The Keegan Theatre’s new production of Cabaret has critics and audiences buzzing. It opened on January 26 with bare, simple sets and raw performances. The dark, seamy story of the populace of the Kit Kat Klub during the rise of Hitler in Berlin won eight Tony Awards. And the intimate setting of the Keegan is ideal for making the audience feel as if they are in the seedy bar, not watching a play about it. Co-directed by Christina A. Coakley and & Michael Innocenti, their collaboration results in a production that is “absolutely breathtaking because it was less about flashy set pieces and intense lighting – and more focused on the amazing talents of every member of the outstanding cast,” raved DC Metro Theater Arts. We got a chance to talk to Coakley and Innocenti about the show.
Vanessa Mallory Kotz: What about this story appeals to you?
Christina A. Coakley and & Michael Innocenti: The story of Cabaret is appealing to us because it depicts the consequences of inaction. This is a particularly sensitive subject for Michael because he is the grandson of Holocaust survivors and was able to observe the lasting traumas that this generation endured. Cabaret is accessible to audiences because you are not immediately faced with the atrocities that afflict this troubled nation. In the beginning, you’re drawn in by the decadent, seedy nightlife and the outrageous personalities of Sally Bowles and the Emcee. Then, slowly, throughout the course of the show, you realize the evil lurking beneath the surface that eventually engulfs the state.
VMK: The show just enjoyed opening weekend. Can you tell me what it feels like to present a new production? Especially this one!

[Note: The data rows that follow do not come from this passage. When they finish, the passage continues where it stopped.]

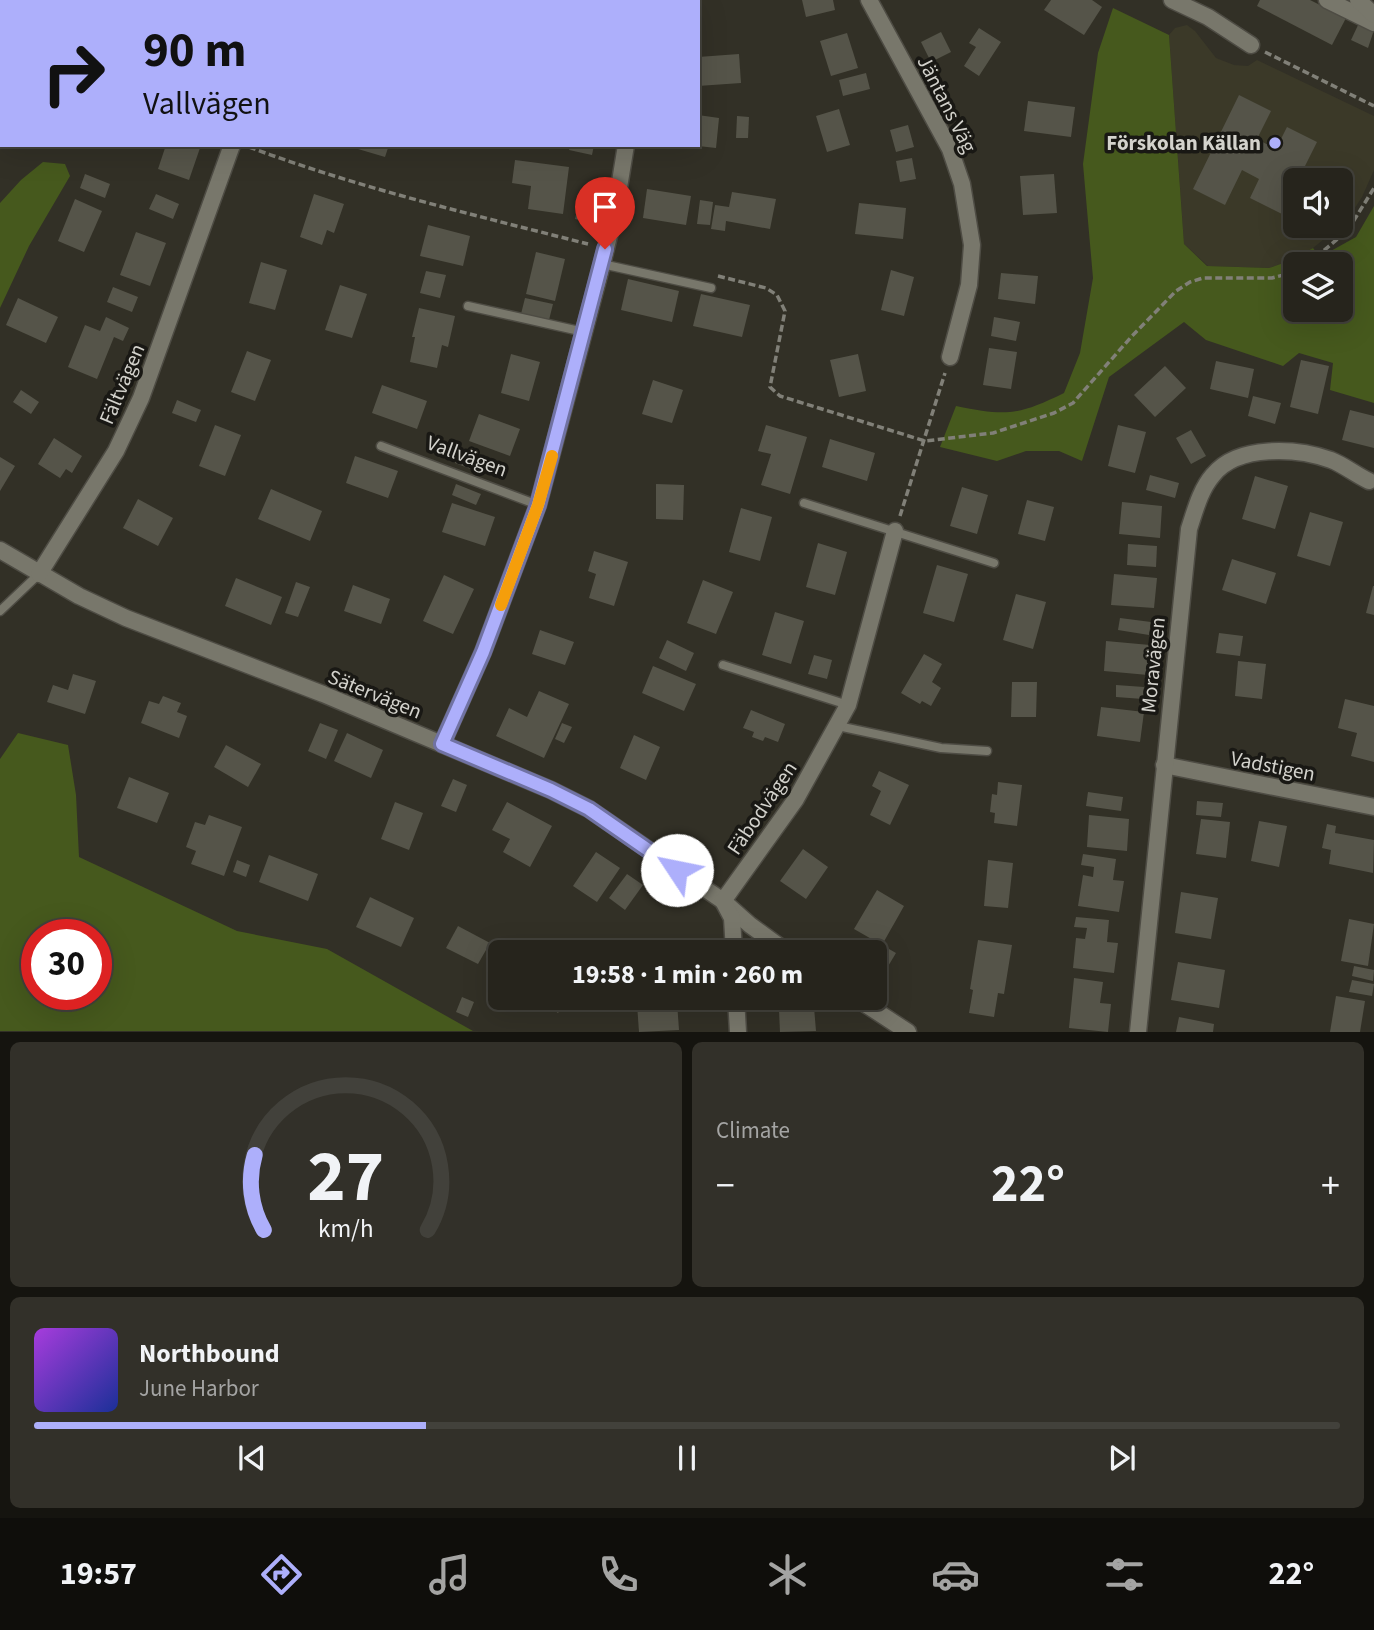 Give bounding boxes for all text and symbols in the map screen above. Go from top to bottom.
text: 90 m [143,16,247,86]
icon: right [28,28,119,119]
street label: Jäntans Väg [910,50,984,158]
text: Vallvägen [143,81,271,127]
place label: Förskolan Källan [1106,128,1261,158]
marker: Förskolan Källan [1267,135,1283,151]
map controls [1283,168,1353,322]
button: sound [1283,168,1353,238]
pin [575,177,635,249]
icon: arrive [586,188,624,226]
button: layers [1283,252,1353,322]
street label: Fältvägen [92,339,152,429]
street label: Vallvägen [422,428,512,484]
street label: Moravägen [1133,616,1173,714]
street label: Sätervägen [324,662,426,726]
street label: Vadstigen [1228,743,1318,789]
street label: Fäbodvägen [720,755,804,861]
position arrow [640,833,714,907]
speed limit sign: 30 [21,919,112,1010]
text: 19:58 · 1 min · 260 m [572,956,803,993]
text: Climate [716,1114,790,1147]
text: 27 [308,1126,384,1230]
text: 22° [991,1148,1065,1222]
text: − [716,1159,735,1213]
text: + [1321,1159,1340,1213]
text: km/h [318,1211,374,1247]
text: Northbound [139,1335,280,1372]
text: June Harbor [139,1372,259,1405]
icon: previous [233,1439,271,1477]
icon: pause [668,1439,706,1477]
icon: next [1103,1439,1141,1477]
icon: directions [257,1550,306,1599]
icon: music [425,1550,474,1599]
icon: phone [594,1550,643,1599]
icon: climate [763,1550,812,1599]
icon: car [931,1550,980,1599]
icon: filters [1100,1550,1149,1599]
text: 19:57 [60,1551,137,1597]
text: 22° [1269,1551,1314,1597]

CC & MI: There is always a mixture of excitement and anxiety when a show opens. Our most profound desire with Cabaret is that the story is clear and the themes shake the audience to the core without being weighed down by unnecessary directorial concepts. We want the show to spark a discussion about what was witnessed and how it may speak to us in our time.
VMK: What’s it like to co-direct a show? How do you resolve disagreements, and how does that dynamic help the creative process as well?
CC & MI: Collaboration is based on trust and respect. It is essential for the artistic team to provide unity and balance to a production so that the audience isn’t pulled in different directions by competing ideas. Passionate debates will always be a part of the process for us, especially when co-directing. We offer endless possible solutions to get the most effective, honest performances out of our actors. As partners (both artistically and personally), we have the freedom to be completely honest about what works and what needs further exploration.
It is easier to resolve disagreements knowing that we have the same goals: honesty in storytelling, rawness and complexity of character, and harmony in tone. There is less anxiety when we focus on these objectives and let go of our individual visions that don’t work in execution.
VMK: How did you approach the production of such a well-known musical to keep it fresh?
CC & MI: At Keegan, part of our mission is to concentrate on putting storytelling ahead of concept. Some directors try to make classic stories seem fresh by adding unnecessary embellishments because of the assumption that a show is no longer relevant to modern audiences. It is our opinion that there will always be audience members discovering this material for the first time. Our goal is to honor the show as written and tell the story in a compelling way. After all, Cabaret is a classic for a reason. Having said that, the script provides several opportunities for the creative team reimagine the musical numbers. Our choreographer, Rachel Leigh Dolan, is wildly inventive and she has helped us execute these numbers in a way that will hopefully clarify the themes of the show.